Task prompt: Please print the full listing below exactly, but not the pictures in it.

Supplied data:
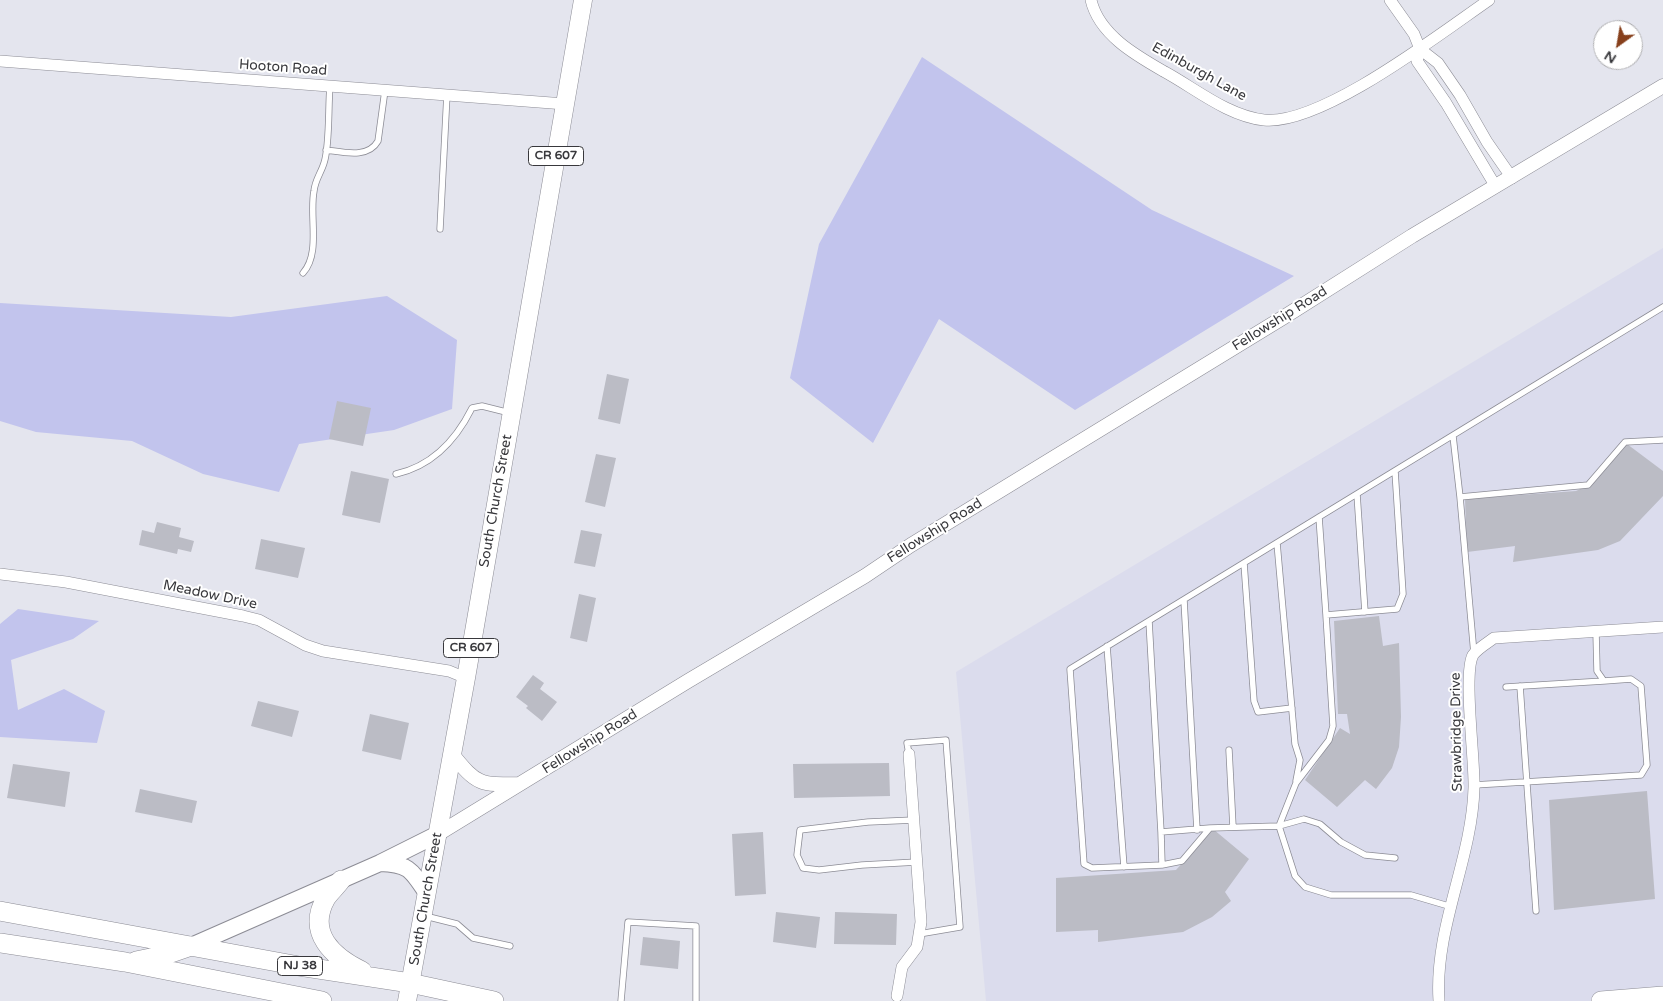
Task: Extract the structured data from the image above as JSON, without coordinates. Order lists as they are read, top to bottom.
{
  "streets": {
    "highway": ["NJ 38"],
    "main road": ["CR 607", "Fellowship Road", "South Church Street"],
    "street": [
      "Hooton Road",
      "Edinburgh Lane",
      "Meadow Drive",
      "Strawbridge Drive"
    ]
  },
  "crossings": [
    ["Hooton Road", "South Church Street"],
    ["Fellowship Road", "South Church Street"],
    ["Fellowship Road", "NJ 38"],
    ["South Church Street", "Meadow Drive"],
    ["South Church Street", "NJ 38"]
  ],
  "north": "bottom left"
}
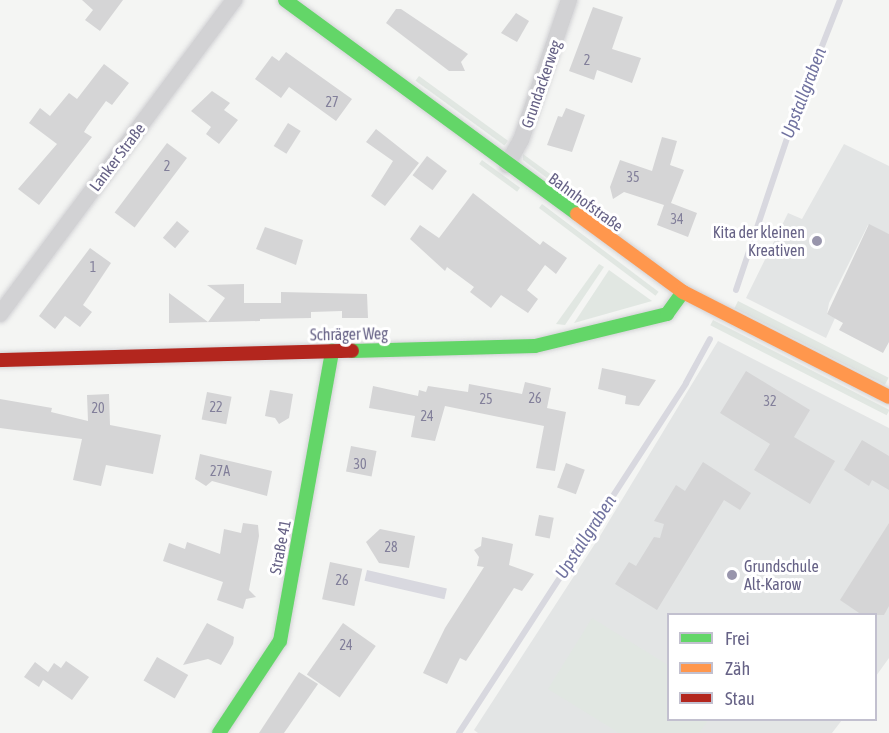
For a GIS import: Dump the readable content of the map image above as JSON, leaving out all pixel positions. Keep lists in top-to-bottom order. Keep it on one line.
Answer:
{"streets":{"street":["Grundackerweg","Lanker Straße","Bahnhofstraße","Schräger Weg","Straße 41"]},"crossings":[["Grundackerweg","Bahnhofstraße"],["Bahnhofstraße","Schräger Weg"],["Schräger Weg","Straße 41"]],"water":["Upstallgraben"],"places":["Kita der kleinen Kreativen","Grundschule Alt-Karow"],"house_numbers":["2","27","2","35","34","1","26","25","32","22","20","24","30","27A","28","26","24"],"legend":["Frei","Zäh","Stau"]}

Exercise response:
Task: Extract the structured data from the image above as JSON, without coordinates. Order lists as they are read, top to bottom.
{
  "streets": {
    "highway": ["NJ 38"],
    "main road": ["CR 607", "Fellowship Road", "South Church Street"],
    "street": [
      "Hooton Road",
      "Edinburgh Lane",
      "Meadow Drive",
      "Strawbridge Drive"
    ]
  },
  "crossings": [
    ["Hooton Road", "South Church Street"],
    ["Fellowship Road", "South Church Street"],
    ["Fellowship Road", "NJ 38"],
    ["South Church Street", "Meadow Drive"],
    ["South Church Street", "NJ 38"]
  ],
  "north": "bottom left"
}
For a GIS import: Dump the readable content of the map image above as JSON, leaving out all pixel positions. Keep lists in top-to-bottom order. Keep it on one line.
Answer:
{"streets":{"street":["Grundackerweg","Lanker Straße","Bahnhofstraße","Schräger Weg","Straße 41"]},"crossings":[["Grundackerweg","Bahnhofstraße"],["Bahnhofstraße","Schräger Weg"],["Schräger Weg","Straße 41"]],"water":["Upstallgraben"],"places":["Kita der kleinen Kreativen","Grundschule Alt-Karow"],"house_numbers":["2","27","2","35","34","1","26","25","32","22","20","24","30","27A","28","26","24"],"legend":["Frei","Zäh","Stau"]}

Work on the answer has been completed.